- Problem: Check the records below for the word "Eduardo" and state how many lines contain it, replying with the number only.

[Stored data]

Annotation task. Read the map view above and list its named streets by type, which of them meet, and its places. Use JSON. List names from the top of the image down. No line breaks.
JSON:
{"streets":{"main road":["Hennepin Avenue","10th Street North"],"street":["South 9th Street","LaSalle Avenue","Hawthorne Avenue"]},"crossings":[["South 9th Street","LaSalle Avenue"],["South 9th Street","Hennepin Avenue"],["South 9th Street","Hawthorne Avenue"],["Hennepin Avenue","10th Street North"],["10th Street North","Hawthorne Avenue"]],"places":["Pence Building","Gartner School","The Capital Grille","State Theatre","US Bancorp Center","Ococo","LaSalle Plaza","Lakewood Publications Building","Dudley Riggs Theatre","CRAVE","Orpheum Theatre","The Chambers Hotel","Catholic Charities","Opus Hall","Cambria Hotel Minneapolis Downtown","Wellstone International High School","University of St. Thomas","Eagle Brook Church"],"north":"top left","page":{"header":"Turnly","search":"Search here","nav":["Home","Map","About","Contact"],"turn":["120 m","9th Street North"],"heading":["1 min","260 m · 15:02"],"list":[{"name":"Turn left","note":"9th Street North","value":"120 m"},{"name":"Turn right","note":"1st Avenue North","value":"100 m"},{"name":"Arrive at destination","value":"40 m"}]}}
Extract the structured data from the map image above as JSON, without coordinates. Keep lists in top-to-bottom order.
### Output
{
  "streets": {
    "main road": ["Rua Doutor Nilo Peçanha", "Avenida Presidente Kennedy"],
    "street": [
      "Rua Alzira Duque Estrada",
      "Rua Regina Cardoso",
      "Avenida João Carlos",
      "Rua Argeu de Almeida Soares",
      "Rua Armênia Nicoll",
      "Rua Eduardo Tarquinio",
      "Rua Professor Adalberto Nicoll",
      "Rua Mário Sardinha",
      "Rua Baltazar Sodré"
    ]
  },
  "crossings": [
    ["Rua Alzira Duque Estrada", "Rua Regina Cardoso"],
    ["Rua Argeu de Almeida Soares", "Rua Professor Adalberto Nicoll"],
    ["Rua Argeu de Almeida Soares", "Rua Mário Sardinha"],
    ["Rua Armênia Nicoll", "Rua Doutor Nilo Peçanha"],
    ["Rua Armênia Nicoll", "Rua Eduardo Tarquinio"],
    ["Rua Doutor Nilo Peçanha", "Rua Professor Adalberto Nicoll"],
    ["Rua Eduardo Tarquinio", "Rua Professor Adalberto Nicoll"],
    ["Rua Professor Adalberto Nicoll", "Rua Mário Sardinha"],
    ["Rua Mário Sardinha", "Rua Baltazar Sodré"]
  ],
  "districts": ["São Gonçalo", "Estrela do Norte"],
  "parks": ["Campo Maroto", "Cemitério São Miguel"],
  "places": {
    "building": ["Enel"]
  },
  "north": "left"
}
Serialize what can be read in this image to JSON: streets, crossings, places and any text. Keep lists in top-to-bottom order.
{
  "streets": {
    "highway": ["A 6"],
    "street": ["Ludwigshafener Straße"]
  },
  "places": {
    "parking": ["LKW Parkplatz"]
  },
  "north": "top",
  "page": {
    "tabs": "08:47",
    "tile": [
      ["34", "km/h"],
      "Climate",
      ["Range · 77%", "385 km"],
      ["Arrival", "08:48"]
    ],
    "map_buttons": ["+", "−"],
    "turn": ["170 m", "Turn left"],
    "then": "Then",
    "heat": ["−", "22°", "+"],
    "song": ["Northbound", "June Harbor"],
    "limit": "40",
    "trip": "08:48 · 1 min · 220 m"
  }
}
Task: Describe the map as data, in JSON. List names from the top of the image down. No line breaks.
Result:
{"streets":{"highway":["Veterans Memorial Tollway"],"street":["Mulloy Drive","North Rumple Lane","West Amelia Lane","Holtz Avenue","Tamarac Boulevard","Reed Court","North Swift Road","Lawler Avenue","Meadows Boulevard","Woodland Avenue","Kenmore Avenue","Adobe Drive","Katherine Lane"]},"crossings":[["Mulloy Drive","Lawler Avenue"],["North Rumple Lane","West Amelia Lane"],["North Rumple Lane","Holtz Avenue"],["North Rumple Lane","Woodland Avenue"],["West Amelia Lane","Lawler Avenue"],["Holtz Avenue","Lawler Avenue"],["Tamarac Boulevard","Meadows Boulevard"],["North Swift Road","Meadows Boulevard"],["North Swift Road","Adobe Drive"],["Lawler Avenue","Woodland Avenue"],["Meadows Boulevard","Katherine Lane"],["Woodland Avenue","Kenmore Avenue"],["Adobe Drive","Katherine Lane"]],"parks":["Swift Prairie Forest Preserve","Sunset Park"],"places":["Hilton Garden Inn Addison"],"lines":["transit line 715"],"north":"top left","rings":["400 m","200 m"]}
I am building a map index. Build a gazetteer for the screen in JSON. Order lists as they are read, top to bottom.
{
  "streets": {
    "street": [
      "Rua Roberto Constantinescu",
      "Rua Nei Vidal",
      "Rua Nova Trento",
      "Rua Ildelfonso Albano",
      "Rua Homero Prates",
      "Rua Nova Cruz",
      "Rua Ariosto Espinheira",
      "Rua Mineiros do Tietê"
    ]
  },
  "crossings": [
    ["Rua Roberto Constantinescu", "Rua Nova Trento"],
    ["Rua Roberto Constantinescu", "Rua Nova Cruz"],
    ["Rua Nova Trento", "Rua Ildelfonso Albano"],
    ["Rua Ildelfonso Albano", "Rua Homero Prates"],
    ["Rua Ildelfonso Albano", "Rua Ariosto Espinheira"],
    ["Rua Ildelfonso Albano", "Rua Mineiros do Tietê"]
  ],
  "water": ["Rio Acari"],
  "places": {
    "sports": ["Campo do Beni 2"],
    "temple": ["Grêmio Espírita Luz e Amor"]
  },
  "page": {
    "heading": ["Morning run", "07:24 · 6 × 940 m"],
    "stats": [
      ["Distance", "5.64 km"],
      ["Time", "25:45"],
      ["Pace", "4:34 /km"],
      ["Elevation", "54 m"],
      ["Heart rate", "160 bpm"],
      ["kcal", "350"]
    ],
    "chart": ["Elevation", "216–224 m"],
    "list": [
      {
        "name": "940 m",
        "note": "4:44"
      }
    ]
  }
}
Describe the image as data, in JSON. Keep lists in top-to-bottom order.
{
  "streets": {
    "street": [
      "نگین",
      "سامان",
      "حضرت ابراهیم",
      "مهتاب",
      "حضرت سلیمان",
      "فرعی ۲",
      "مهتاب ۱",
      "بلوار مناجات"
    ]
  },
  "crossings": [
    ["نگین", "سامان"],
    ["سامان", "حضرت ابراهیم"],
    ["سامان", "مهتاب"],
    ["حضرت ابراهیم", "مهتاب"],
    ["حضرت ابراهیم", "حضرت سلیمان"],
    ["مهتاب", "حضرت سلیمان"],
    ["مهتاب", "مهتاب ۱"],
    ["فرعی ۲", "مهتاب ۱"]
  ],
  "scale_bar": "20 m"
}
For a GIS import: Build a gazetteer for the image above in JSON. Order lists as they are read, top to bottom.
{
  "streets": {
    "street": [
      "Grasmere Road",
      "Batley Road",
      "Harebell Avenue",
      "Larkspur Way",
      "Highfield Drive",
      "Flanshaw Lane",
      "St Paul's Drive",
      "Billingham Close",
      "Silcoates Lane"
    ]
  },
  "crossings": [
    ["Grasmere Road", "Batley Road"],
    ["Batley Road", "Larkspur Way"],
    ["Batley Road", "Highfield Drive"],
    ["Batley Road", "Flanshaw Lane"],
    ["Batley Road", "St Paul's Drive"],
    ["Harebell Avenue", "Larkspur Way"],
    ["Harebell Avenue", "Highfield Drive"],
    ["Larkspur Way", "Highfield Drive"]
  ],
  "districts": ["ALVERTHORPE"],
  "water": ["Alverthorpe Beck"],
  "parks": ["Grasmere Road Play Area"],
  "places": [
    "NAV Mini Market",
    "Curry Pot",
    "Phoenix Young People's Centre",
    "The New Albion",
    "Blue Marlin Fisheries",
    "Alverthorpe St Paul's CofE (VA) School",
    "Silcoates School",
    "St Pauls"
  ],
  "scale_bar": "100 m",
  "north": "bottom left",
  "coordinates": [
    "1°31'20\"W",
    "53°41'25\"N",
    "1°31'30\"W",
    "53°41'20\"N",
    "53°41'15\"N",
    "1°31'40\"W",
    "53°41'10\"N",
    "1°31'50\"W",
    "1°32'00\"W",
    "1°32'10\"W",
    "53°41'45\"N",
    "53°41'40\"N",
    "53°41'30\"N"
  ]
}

- Task answer: 3